Sesuai kebiasaan, Pohon Dunia di dunia ini pun mulai kacau atau “menghitam” akibat ulah para penjahat yang selalu mengganggu dunia digital, terutama yang dipimpin oleh Kuranami Akihiro.

Karena itu, keinginan Pohon Dunia untuk menyingkirkan manusia bukan hal baru. Ia bukan makhluk lemah yang bisa diinjak-injak sesuka hati.

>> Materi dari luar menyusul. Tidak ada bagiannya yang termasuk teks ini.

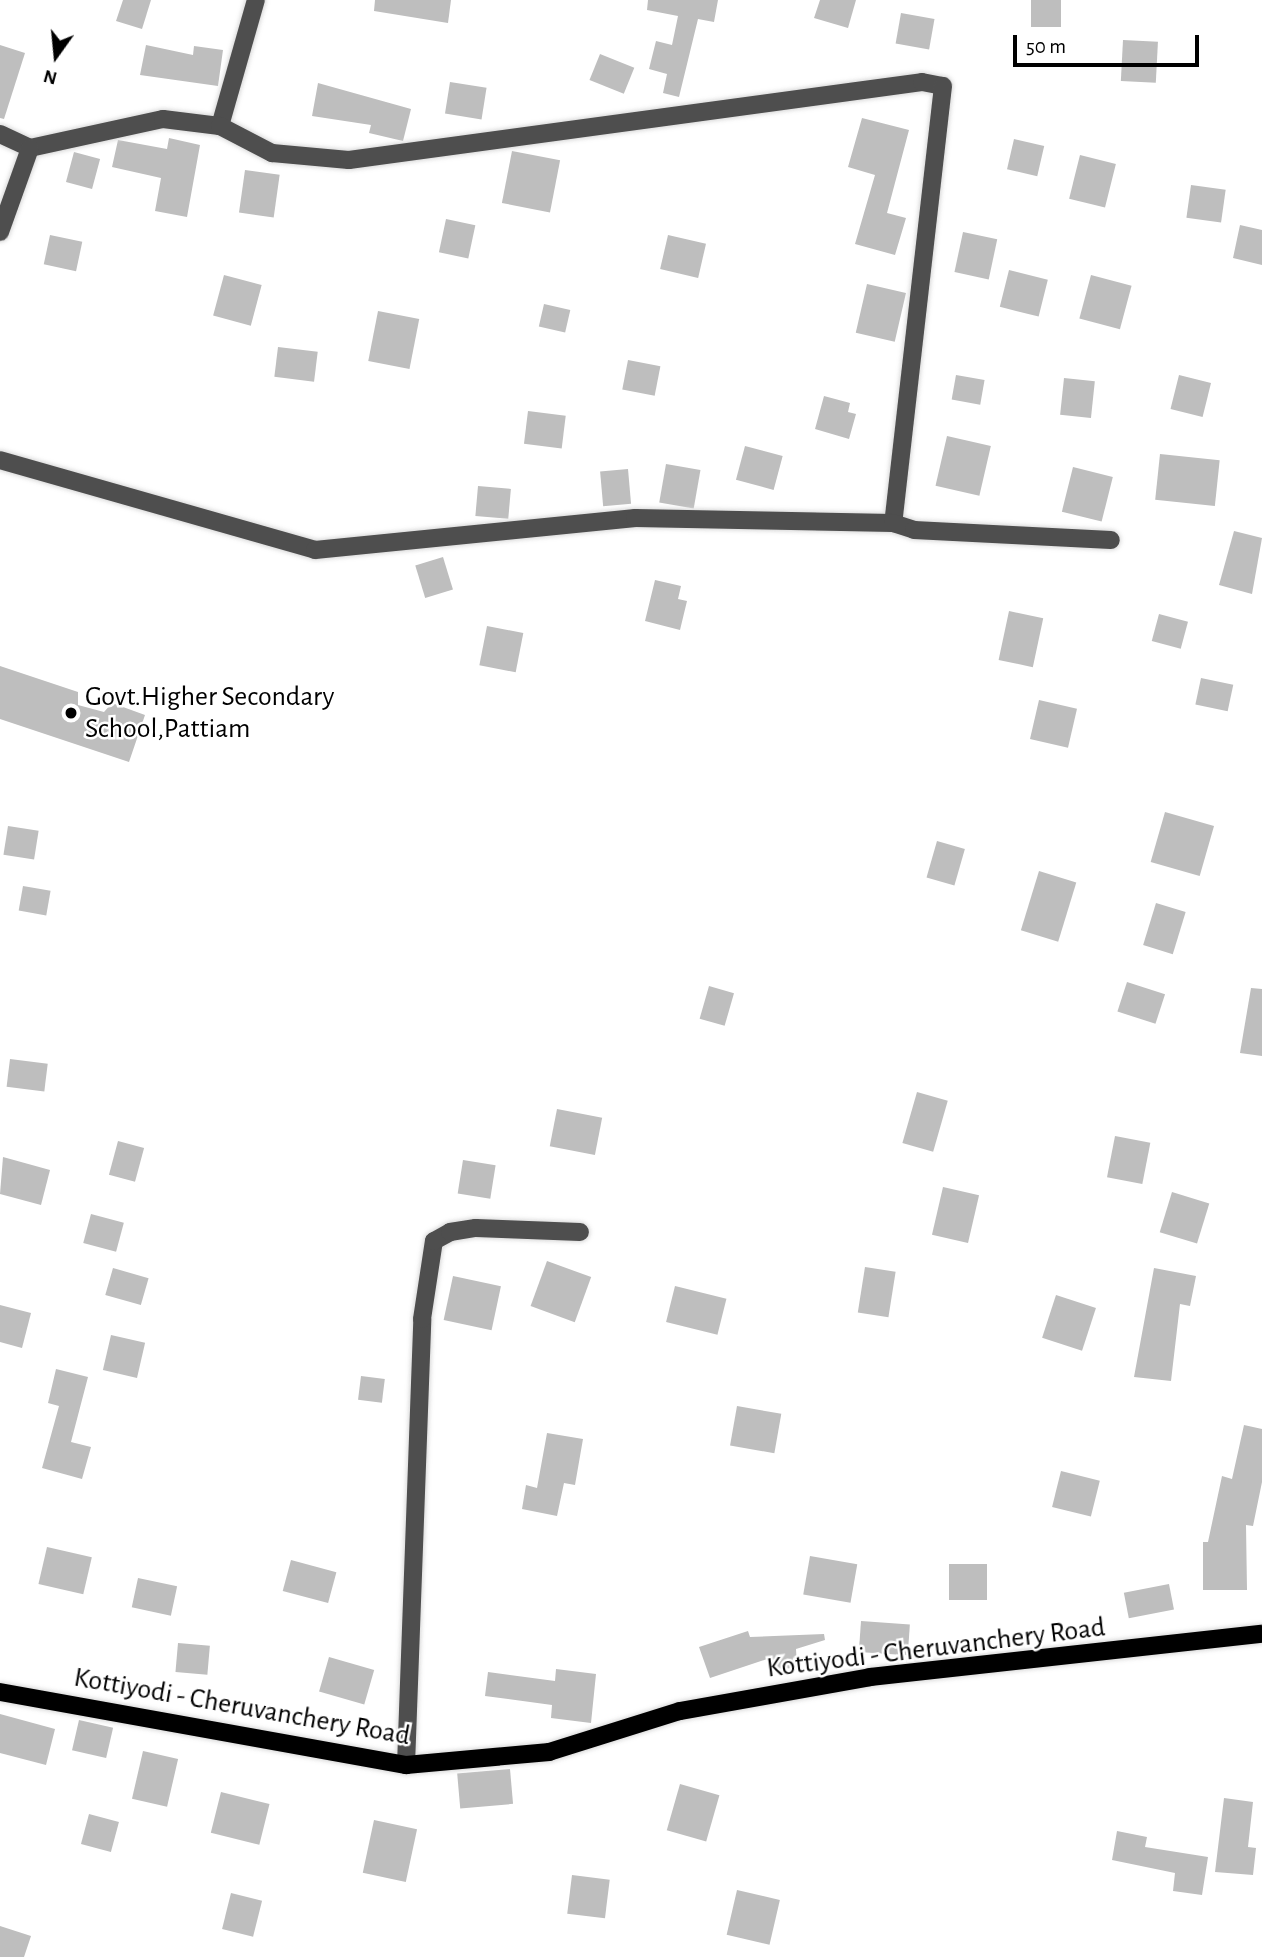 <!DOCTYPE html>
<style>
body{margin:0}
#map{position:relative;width:1262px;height:1957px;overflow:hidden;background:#fff;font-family:"Alegreya Sans",sans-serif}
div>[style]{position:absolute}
.building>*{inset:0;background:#bebebe;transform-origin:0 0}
.roads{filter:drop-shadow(0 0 2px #dbdbdb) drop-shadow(0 0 2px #dbdbdb)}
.minor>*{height:18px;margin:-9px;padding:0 9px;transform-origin:9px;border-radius:9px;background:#4e4e4e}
.major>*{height:18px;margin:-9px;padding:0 9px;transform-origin:9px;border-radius:9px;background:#000}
.dots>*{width:19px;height:19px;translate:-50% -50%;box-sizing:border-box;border:4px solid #fff;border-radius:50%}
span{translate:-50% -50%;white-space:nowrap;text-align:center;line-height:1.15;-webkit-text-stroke:5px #fff;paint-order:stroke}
.poi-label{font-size:28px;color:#000}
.left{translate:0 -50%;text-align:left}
.street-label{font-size:28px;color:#000}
.north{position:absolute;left:21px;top:21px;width:70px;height:70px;-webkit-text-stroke:5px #fff;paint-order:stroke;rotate:195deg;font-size:19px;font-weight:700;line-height:28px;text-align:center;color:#000}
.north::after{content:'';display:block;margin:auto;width:24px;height:32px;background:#000;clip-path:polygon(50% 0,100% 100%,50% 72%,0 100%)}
.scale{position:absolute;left:1013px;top:35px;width:186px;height:32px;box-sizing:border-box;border:4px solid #000;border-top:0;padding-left:9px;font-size:21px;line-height:24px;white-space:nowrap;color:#000;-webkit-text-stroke:5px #fff;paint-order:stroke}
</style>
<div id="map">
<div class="building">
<i style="clip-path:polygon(123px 0,151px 0,142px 29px,116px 21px)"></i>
<i style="clip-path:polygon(375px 0,451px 0,448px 23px,374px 11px)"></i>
<i style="clip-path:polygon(648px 0,718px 0,714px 22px,698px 19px,679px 97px,663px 93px,667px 74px,649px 69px,656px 41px,672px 45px,678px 16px,647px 10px)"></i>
<i style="clip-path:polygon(820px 0,856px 0,848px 28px,814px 18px)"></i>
<i style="left:1031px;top:0;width:30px;height:27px"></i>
<i style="left:901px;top:13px;width:34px;height:31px;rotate:10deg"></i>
<i style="left:1123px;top:40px;width:35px;height:41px;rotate:3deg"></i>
<i style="clip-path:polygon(0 45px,25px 53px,4px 119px,0 118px)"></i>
<i style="clip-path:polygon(146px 45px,193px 55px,194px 46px,223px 50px,218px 86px,140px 75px)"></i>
<i style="left:600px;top:54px;width:37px;height:28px;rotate:22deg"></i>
<i style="left:450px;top:82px;width:37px;height:32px;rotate:9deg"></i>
<i style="clip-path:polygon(318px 83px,411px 109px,403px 141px,369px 133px,371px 125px,312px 116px)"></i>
<i style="clip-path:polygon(862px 118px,909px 130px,887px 213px,906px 218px,895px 255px,855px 244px,875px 175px,848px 167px)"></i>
<i style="clip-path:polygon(169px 138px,200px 145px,187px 217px,155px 211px,161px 178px,112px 167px,118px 140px,167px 149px)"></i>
<i style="left:1014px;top:139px;width:31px;height:31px;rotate:13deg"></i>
<i style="left:512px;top:151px;width:49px;height:53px;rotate:11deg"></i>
<i style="left:74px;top:152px;width:27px;height:31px;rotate:15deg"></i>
<i style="left:1080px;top:155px;width:37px;height:45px;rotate:14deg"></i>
<i style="left:245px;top:170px;width:35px;height:43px;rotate:8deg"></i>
<i style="left:1191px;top:185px;width:35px;height:33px;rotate:8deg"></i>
<i style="left:446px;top:219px;width:30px;height:34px;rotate:12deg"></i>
<i style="clip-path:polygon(1240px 225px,1262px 230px,1262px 265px,1233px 258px)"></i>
<i style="left:963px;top:232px;width:35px;height:41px;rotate:12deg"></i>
<i style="left:50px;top:235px;width:33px;height:30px;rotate:12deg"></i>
<i style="left:668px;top:235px;width:39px;height:35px;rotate:13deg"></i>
<i style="left:1009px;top:270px;width:40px;height:38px;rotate:14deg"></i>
<i style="left:224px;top:275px;width:39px;height:42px;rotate:15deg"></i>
<i style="left:1091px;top:275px;width:42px;height:45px;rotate:15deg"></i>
<i style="left:867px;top:284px;width:40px;height:50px;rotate:13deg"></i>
<i style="left:544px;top:304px;width:27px;height:23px;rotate:13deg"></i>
<i style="left:378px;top:311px;width:42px;height:51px;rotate:11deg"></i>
<i style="left:278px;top:347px;width:40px;height:30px;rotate:7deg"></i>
<i style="left:628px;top:360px;width:33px;height:30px;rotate:11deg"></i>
<i style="left:956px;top:375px;width:29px;height:25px;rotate:10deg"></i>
<i style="left:1179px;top:375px;width:33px;height:35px;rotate:14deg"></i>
<i style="left:1064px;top:378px;width:31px;height:37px;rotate:6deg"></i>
<i style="clip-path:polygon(824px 396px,850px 403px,848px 412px,856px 414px,849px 439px,815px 429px)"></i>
<i style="left:528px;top:411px;width:38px;height:33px;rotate:7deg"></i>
<i style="left:947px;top:436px;width:45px;height:51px;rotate:13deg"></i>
<i style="left:745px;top:446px;width:39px;height:35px;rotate:15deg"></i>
<i style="left:1160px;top:454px;width:60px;height:46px;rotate:6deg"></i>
<i style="left:666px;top:464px;width:35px;height:39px;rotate:10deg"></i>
<i style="left:1073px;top:467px;width:41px;height:46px;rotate:14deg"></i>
<i style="left:628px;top:469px;width:35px;height:28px;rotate:85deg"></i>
<i style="left:478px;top:486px;width:33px;height:30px;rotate:5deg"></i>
<i style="clip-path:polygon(1234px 531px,1262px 538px,1252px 594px,1219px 585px)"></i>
<i style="left:443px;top:557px;width:34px;height:29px;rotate:73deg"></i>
<i style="clip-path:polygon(655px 580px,681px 586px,678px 599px,687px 601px,680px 630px,645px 621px)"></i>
<i style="left:1009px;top:611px;width:35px;height:50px;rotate:12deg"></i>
<i style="left:1159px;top:614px;width:30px;height:28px;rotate:15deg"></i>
<i style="left:487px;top:626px;width:37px;height:40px;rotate:11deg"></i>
<i style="clip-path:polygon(0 666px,78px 692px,78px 705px,104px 712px,112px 703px,145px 715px,129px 762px,0 719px)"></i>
<i style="left:1201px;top:678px;width:33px;height:27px;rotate:12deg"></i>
<i style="left:1039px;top:700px;width:39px;height:40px;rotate:13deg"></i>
<i style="left:1165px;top:812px;width:51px;height:52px;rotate:16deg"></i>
<i style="left:8px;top:826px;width:31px;height:29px;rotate:9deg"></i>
<i style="left:937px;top:841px;width:29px;height:38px;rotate:16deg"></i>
<i style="left:1039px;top:871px;width:39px;height:62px;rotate:17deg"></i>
<i style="left:23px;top:886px;width:28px;height:25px;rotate:10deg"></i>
<i style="left:1156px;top:903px;width:31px;height:44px;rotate:17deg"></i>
<i style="left:1127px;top:982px;width:40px;height:31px;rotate:18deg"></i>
<i style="left:709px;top:986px;width:26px;height:34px;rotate:16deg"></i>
<i style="clip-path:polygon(1251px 988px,1262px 989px,1262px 1056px,1240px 1053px)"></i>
<i style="left:10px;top:1059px;width:38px;height:28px;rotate:7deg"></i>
<i style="left:917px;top:1092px;width:32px;height:53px;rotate:16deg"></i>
<i style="left:557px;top:1109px;width:46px;height:38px;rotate:11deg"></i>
<i style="left:1115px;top:1136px;width:36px;height:42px;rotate:11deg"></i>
<i style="left:118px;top:1141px;width:27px;height:35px;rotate:15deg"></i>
<i style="clip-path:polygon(3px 1157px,50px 1170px,41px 1205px,0 1194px)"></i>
<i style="left:463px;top:1160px;width:33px;height:34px;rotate:9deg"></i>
<i style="left:943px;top:1187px;width:37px;height:49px;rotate:13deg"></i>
<i style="left:1172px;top:1192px;width:39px;height:42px;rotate:17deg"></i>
<i style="left:91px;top:1214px;width:34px;height:30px;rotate:15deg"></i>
<i style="left:547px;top:1261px;width:47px;height:48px;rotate:20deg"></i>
<i style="left:865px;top:1267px;width:31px;height:46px;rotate:9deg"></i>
<i style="left:113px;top:1268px;width:37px;height:28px;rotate:16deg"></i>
<i style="clip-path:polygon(1154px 1268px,1196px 1276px,1190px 1306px,1180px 1304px,1171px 1381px,1134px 1377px)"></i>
<i style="left:453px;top:1276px;width:49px;height:45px;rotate:12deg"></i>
<i style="left:675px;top:1286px;width:53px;height:37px;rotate:14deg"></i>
<i style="left:1056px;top:1295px;width:42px;height:45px;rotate:18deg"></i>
<i style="clip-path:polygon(0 1305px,31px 1313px,22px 1348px,0 1342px)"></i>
<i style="left:111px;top:1335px;width:35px;height:36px;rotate:13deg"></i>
<i style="clip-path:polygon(56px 1369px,88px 1377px,71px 1442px,91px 1447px,82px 1479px,42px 1468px,59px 1406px,48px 1403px)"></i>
<i style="left:361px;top:1376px;width:24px;height:24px;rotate:7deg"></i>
<i style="left:737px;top:1406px;width:45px;height:40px;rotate:10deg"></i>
<i style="clip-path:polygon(1244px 1425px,1262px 1429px,1262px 1482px,1253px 1526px,1246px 1525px,1247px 1590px,1203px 1590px,1203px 1542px,1208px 1542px,1222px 1476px,1232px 1479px)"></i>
<i style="clip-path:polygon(547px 1433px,583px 1439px,575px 1485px,564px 1483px,557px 1516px,522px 1509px,526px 1485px,537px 1488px)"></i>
<i style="left:1061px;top:1471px;width:40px;height:37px;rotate:14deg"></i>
<i style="left:47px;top:1547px;width:46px;height:38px;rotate:13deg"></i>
<i style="left:810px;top:1556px;width:48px;height:39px;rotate:10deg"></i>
<i style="left:291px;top:1560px;width:47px;height:32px;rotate:15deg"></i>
<i style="left:949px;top:1564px;width:38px;height:36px"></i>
<i style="left:138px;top:1578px;width:40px;height:30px;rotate:12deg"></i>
<i style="left:1169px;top:1584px;width:26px;height:46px;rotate:79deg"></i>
<i style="left:861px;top:1621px;width:49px;height:31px;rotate:4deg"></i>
<i style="clip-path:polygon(748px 1631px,750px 1637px,824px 1634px,825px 1640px,796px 1649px,797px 1668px,771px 1669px,770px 1658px,710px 1678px,699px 1647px)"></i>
<i style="left:178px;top:1643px;width:32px;height:29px;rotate:5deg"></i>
<i style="left:329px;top:1657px;width:47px;height:36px;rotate:16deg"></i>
<i style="clip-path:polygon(556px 1669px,596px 1674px,591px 1723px,551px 1718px,552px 1705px,485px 1696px,488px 1672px,555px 1681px)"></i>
<i style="clip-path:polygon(0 1714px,55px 1729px,46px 1765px,0 1753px)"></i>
<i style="left:79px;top:1720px;width:35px;height:31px;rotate:13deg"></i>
<i style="left:143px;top:1751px;width:36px;height:49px;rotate:13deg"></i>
<i style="left:510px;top:1769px;width:35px;height:53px;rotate:85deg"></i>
<i style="left:680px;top:1784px;width:41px;height:48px;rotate:16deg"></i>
<i style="left:221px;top:1792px;width:50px;height:42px;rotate:14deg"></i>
<i style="clip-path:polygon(1224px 1798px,1253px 1802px,1248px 1847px,1256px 1848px,1253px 1875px,1215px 1872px)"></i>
<i style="left:89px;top:1814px;width:31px;height:31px;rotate:15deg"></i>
<i style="left:374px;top:1820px;width:44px;height:54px;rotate:12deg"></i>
<i style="clip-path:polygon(1117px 1831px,1147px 1837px,1145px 1847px,1208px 1857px,1202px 1895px,1173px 1891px,1175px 1873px,1112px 1860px)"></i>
<i style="left:572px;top:1875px;width:38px;height:39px;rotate:7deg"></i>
<i style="left:737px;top:1890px;width:44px;height:46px;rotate:13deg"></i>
<i style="left:231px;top:1893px;width:32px;height:37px;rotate:14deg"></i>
<i style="clip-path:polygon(0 1926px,31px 1936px,24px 1957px,0 1957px)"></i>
</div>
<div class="roads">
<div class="minor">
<i style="left:220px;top:126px;width:131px;rotate:-74.1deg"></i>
<i style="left:0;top:134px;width:33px;rotate:25deg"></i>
<i style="left:30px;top:148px;width:136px;rotate:-12.3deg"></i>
<i style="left:163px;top:119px;width:57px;rotate:7deg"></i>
<i style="left:220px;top:126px;width:59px;rotate:27.4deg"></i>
<i style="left:272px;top:153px;width:77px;rotate:5.2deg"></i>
<i style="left:349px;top:160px;width:578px;rotate:-7.75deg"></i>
<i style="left:922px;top:82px;width:21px;rotate:11deg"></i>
<i style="left:943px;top:86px;width:440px;rotate:96.5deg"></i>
<i style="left:0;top:232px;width:89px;rotate:-70.3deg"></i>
<i style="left:0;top:460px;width:328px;rotate:15.9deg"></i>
<i style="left:315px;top:550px;width:322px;rotate:-5.7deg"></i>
<i style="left:635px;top:518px;width:258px;rotate:1.1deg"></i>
<i style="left:893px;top:523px;width:22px;rotate:18deg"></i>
<i style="left:914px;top:530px;width:197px;rotate:2.9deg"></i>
<i style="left:406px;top:1765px;width:446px;rotate:-87.9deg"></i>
<i style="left:422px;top:1319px;width:79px;rotate:-81.3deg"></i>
<i style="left:434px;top:1241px;width:18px;rotate:-29deg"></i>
<i style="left:450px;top:1232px;width:26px;rotate:-9deg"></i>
<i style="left:476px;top:1228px;width:104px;rotate:2.2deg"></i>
</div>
<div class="major">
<i style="left:0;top:1692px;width:413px;rotate:10.2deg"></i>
<i style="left:406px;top:1765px;width:144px;rotate:-5.2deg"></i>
<i style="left:549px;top:1752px;width:137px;rotate:-17.4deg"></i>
<i style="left:680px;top:1711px;width:193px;rotate:-10.1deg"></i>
<i style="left:870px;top:1677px;width:394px;rotate:-6.3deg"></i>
</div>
</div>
<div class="dots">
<i style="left:71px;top:713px;background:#000"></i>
</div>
<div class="poi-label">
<span class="left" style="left:85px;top:713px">Govt.Higher Secondary<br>School,Pattiam</span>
</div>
<div class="street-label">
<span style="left:936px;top:1648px;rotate:-7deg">Kottiyodi - Cheruvanchery Road</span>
<span style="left:242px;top:1707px;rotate:10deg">Kottiyodi - Cheruvanchery Road</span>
</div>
<div class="north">N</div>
<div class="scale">50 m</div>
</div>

Sepuluh tahun lalu, ia sudah ingin memusnahkan manusia, hanya saja sumpah dan taruhan Daimon Suguru membuatnya terikat, tak punya alasan yang kuat untuk bertindak.

Hanya dengan krisis digital kali ini Pohon Dunia bisa berdiri sendiri dan memulai aksi pemusnahan manusia, sehingga Taichi dan Daiki punya alasan untuk menetralkannya.

Menggeneralisasi, menilai manusia berdasarkan segelintir kejahatan, bahkan berambisi memusnahkan miliaran jiwa—itulah kesalahan paling fatal seorang dewa.

Jika tidak segera “dibangunkan”, siapa tahu berapa tahun lagi akan muncul boss tingkat dewa yang baru.

Singkatnya, dengan keuntungan cerita tertentu, semua berjalan sesuai rencana Taichi. Menetralkan Pohon Dunia adalah tugas yang harus ia lakukan, bukan hanya untuk dirinya sendiri, tapi juga demi dunia ini.

Manusia, atau makhluk hidup yang berpikir, tak butuh dewa tinggi yang suka membuat kehebohan besar, yang disebut—“Tuhan”!